**EXERCISE GOAL:** In the output, include exactly the lines from the beginning of the records up to and including the one that contains "solid #fff;border-radius:50%;background:#1a73e8;box-shadow:0 0", and leave out the pictures.

Entries taken from a collection
* * * * * * * * *

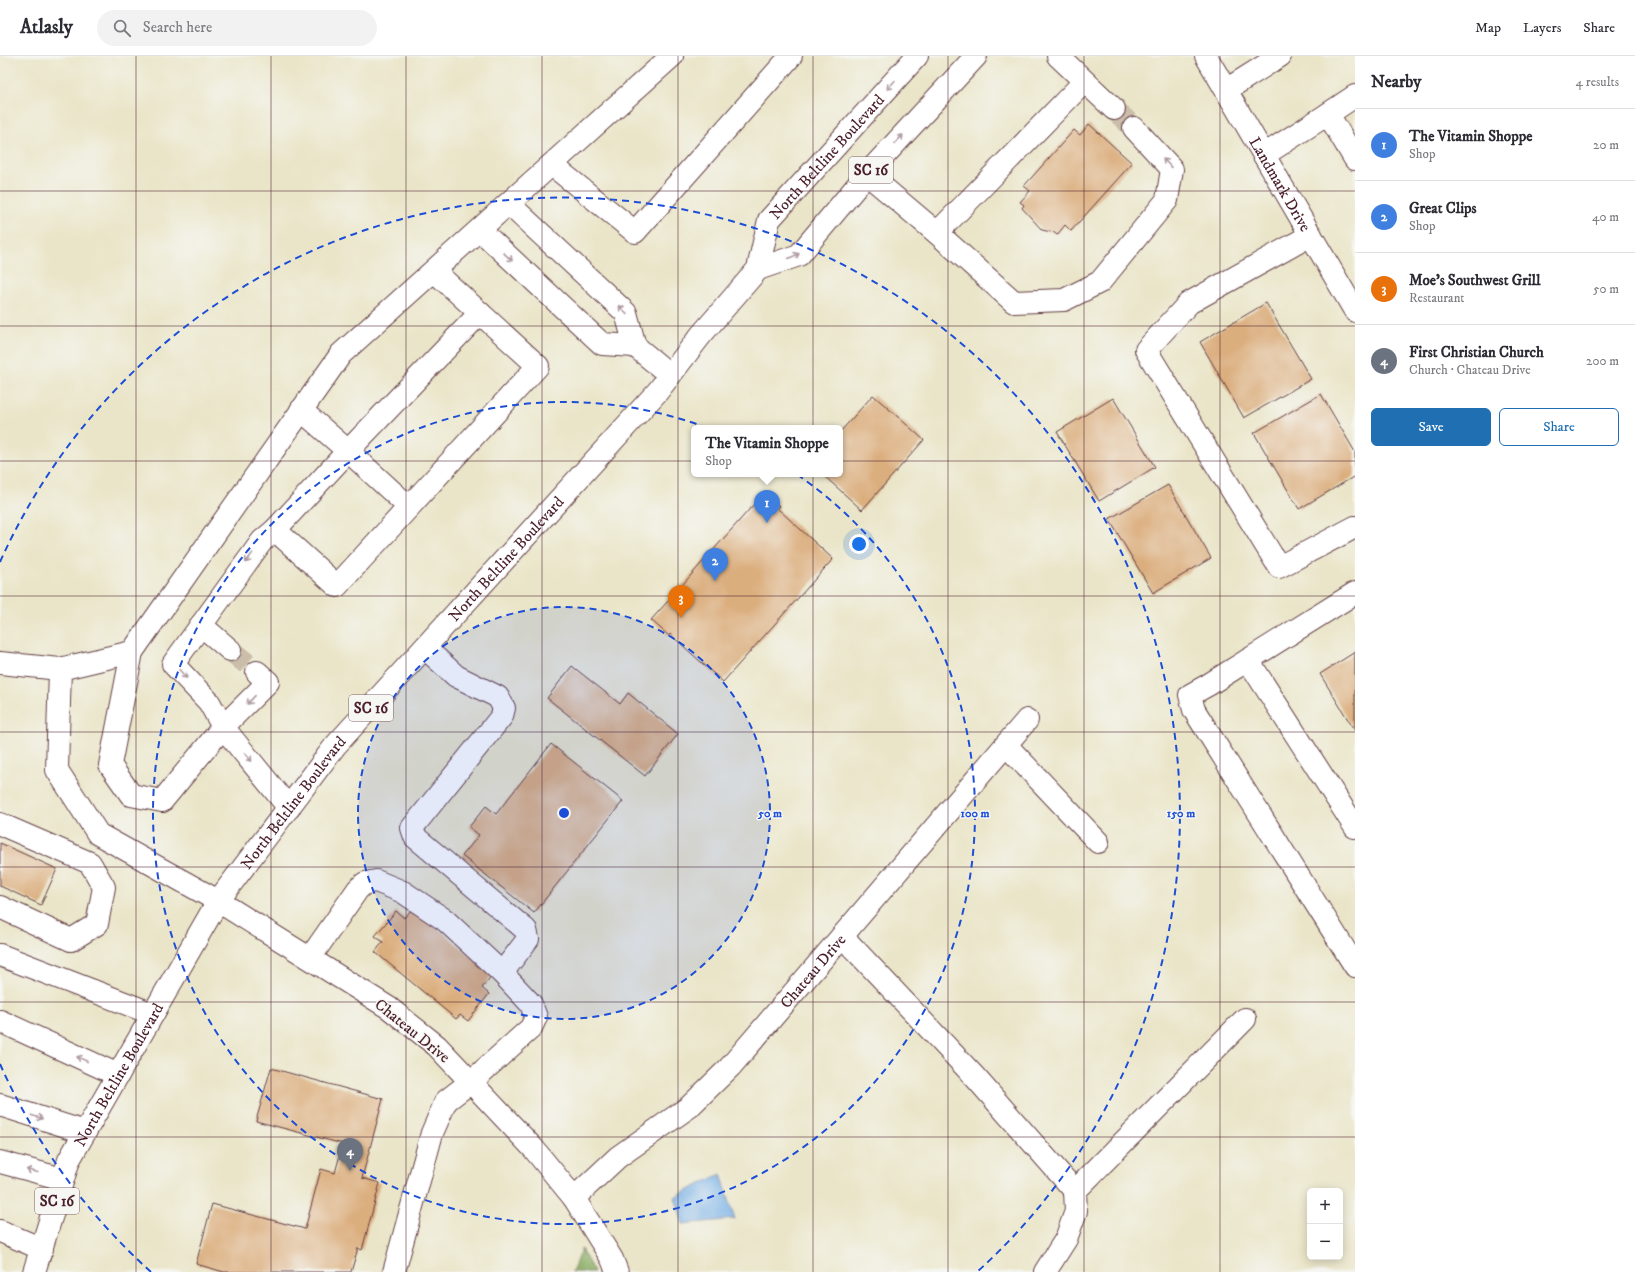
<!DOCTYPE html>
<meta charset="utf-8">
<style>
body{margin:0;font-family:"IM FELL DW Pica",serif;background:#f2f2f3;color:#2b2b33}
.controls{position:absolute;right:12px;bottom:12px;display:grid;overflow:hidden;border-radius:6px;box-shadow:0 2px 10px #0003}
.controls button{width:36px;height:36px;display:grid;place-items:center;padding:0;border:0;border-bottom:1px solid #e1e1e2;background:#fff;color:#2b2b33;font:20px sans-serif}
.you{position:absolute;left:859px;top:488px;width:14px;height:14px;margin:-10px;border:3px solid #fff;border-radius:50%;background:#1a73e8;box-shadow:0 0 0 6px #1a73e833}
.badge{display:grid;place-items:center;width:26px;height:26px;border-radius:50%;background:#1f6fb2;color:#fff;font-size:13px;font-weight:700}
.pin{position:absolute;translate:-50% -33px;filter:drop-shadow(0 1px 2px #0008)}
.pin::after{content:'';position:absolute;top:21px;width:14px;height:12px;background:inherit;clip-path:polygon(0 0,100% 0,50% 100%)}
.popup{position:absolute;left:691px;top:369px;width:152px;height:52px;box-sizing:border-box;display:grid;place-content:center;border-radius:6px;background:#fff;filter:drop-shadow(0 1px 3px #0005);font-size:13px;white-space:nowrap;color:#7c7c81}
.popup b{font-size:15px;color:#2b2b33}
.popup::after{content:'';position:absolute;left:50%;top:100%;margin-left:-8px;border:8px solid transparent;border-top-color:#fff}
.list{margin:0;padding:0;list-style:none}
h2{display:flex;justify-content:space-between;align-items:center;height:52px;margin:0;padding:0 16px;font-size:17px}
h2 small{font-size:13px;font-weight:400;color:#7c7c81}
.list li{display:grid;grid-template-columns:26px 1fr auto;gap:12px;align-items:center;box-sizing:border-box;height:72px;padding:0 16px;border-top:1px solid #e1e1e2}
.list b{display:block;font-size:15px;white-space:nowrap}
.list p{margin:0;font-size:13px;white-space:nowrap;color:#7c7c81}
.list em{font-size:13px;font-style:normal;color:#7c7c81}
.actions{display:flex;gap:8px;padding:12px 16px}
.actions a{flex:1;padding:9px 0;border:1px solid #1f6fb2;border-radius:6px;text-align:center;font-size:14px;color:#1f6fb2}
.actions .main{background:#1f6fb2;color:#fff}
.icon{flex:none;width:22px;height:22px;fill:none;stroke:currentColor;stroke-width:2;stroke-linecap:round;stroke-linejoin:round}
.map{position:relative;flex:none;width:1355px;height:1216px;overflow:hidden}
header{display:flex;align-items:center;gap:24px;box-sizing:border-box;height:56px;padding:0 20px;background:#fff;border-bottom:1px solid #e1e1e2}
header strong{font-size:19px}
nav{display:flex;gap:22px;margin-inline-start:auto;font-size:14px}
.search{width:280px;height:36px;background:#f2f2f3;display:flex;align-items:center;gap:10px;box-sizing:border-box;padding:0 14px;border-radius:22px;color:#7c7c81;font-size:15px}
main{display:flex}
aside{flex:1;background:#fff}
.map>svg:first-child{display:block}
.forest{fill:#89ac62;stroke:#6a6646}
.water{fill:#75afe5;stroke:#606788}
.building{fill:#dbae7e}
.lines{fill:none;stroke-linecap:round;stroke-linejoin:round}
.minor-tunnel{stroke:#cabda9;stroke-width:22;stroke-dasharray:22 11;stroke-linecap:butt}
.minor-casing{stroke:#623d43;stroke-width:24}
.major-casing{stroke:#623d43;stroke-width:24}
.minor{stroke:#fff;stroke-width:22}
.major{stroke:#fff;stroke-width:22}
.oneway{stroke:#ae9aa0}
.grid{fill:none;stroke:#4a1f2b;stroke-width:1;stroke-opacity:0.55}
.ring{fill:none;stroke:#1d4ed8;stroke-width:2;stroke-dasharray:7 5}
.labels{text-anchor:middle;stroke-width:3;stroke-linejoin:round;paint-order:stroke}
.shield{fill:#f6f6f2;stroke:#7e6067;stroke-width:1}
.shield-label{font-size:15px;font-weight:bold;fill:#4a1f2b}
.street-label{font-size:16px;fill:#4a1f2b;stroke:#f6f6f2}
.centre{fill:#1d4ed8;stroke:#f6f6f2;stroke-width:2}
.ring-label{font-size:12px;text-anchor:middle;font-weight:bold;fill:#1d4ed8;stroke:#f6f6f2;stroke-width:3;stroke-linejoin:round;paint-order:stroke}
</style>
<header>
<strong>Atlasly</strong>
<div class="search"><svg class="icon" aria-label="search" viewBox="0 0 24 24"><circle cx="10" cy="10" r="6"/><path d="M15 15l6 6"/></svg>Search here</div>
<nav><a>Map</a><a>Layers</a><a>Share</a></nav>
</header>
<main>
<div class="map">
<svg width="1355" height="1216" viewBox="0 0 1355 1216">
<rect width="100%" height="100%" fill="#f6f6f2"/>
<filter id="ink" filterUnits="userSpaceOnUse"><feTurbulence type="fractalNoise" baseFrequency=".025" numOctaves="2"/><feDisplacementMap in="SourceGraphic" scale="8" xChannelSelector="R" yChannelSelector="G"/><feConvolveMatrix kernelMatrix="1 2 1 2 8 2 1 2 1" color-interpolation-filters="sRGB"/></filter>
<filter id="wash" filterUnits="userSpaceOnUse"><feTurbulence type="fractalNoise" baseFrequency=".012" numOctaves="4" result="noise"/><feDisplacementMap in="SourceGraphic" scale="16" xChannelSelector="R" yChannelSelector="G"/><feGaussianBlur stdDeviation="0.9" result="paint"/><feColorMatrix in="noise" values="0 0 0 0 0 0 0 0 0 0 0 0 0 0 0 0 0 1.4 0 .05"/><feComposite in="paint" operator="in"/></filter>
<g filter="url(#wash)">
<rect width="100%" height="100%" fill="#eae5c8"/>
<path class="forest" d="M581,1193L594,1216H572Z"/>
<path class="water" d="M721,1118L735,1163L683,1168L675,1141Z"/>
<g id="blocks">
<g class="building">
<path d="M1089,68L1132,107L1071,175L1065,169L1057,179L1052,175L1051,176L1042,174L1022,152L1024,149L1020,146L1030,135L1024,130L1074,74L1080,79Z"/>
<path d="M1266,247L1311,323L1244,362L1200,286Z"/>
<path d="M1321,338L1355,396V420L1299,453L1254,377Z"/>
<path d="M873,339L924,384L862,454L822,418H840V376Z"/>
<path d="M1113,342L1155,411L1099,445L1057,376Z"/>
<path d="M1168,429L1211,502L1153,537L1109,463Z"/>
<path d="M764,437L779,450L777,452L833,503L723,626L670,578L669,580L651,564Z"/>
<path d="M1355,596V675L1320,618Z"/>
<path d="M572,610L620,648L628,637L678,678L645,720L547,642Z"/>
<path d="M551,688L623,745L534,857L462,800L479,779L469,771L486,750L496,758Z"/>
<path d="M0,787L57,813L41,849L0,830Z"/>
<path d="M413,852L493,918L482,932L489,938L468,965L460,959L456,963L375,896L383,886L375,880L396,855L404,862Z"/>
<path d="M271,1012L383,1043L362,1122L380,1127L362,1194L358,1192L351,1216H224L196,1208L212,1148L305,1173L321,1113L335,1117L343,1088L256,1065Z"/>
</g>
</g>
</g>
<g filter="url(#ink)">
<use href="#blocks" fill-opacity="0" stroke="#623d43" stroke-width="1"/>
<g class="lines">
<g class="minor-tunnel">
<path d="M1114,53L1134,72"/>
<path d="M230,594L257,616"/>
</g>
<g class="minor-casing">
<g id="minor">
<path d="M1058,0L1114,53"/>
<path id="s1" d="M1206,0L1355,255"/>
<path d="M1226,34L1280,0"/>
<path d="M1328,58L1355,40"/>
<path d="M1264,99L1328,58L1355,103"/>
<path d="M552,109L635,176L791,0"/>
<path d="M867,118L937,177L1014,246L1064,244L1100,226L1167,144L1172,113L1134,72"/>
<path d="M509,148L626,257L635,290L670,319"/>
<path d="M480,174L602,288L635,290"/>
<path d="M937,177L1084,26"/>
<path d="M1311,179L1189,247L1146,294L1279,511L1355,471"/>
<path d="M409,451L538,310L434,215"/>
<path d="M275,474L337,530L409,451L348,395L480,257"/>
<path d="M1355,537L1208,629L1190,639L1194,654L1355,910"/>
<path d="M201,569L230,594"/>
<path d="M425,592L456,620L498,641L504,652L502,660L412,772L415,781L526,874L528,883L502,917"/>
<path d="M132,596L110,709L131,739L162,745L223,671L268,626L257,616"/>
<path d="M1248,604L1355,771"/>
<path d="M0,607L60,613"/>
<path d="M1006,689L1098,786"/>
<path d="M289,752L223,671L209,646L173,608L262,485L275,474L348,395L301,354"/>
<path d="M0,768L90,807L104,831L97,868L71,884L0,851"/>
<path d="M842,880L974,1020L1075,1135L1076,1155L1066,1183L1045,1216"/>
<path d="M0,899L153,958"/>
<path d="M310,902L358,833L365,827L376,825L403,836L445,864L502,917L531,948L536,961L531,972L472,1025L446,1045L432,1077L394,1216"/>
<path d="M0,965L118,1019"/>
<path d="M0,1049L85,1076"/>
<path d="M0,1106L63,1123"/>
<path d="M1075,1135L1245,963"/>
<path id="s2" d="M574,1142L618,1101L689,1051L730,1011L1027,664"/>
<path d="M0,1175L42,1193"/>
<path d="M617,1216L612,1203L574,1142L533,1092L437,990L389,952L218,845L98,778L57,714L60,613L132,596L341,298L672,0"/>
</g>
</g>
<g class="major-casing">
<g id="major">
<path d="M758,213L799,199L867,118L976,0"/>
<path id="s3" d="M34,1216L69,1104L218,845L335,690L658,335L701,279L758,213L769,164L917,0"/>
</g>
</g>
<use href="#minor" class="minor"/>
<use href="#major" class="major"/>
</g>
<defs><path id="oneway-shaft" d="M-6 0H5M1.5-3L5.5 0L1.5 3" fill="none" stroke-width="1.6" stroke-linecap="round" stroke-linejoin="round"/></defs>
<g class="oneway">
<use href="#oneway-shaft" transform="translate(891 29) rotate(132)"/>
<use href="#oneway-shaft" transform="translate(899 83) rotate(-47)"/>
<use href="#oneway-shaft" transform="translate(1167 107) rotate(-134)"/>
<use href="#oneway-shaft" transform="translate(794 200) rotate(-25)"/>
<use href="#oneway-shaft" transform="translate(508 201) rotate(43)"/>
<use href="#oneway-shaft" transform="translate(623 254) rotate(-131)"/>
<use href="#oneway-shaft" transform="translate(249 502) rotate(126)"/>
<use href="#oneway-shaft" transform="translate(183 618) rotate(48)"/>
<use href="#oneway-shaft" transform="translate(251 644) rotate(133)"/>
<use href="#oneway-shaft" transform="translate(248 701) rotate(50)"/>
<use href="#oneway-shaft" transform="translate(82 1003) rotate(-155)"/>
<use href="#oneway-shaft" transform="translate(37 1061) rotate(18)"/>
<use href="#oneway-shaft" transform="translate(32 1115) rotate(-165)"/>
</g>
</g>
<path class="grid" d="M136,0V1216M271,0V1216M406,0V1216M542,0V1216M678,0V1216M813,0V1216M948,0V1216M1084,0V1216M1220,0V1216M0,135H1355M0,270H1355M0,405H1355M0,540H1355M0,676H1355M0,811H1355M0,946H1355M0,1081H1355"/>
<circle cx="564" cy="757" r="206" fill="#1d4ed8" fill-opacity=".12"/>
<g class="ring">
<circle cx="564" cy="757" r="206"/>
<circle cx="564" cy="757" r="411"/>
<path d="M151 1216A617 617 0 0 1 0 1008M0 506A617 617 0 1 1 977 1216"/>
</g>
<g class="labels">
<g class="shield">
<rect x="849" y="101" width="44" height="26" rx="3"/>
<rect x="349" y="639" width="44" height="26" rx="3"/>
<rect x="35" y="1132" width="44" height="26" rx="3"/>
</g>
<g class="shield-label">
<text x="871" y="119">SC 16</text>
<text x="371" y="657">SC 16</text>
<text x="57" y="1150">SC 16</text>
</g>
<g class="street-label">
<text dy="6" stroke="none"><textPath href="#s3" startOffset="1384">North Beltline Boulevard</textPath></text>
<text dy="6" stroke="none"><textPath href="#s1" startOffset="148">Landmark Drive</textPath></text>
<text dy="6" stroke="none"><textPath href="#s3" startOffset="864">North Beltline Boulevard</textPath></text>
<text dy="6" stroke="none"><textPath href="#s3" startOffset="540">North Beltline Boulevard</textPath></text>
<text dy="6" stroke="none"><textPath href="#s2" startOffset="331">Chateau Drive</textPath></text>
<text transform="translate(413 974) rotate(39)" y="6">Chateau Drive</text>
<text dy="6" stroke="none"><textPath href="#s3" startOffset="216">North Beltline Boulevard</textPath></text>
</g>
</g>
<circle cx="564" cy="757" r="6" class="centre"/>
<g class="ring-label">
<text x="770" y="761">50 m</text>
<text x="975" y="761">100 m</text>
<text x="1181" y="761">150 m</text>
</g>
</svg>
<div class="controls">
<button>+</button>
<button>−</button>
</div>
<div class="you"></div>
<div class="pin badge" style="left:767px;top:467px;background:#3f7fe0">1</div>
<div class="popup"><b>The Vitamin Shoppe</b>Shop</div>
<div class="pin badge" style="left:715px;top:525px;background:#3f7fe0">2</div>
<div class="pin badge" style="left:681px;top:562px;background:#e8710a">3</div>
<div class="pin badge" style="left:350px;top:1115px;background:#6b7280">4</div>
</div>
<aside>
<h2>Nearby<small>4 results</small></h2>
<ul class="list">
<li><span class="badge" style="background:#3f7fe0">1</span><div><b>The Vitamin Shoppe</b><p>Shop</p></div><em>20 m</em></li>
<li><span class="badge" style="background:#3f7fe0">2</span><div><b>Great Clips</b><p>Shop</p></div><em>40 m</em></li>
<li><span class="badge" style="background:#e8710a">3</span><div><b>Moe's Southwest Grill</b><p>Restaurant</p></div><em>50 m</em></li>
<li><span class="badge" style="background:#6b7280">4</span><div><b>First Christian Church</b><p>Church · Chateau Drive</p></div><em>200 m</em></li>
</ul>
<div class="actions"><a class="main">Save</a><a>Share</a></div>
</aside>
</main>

* * * * * * * * *

**ANSWER TO THIS EXERCISE:**
<!DOCTYPE html>
<meta charset="utf-8">
<style>
body{margin:0;font-family:"IM FELL DW Pica",serif;background:#f2f2f3;color:#2b2b33}
.controls{position:absolute;right:12px;bottom:12px;display:grid;overflow:hidden;border-radius:6px;box-shadow:0 2px 10px #0003}
.controls button{width:36px;height:36px;display:grid;place-items:center;padding:0;border:0;border-bottom:1px solid #e1e1e2;background:#fff;color:#2b2b33;font:20px sans-serif}
.you{position:absolute;left:859px;top:488px;width:14px;height:14px;margin:-10px;border:3px solid #fff;border-radius:50%;background:#1a73e8;box-shadow:0 0 0 6px #1a73e833}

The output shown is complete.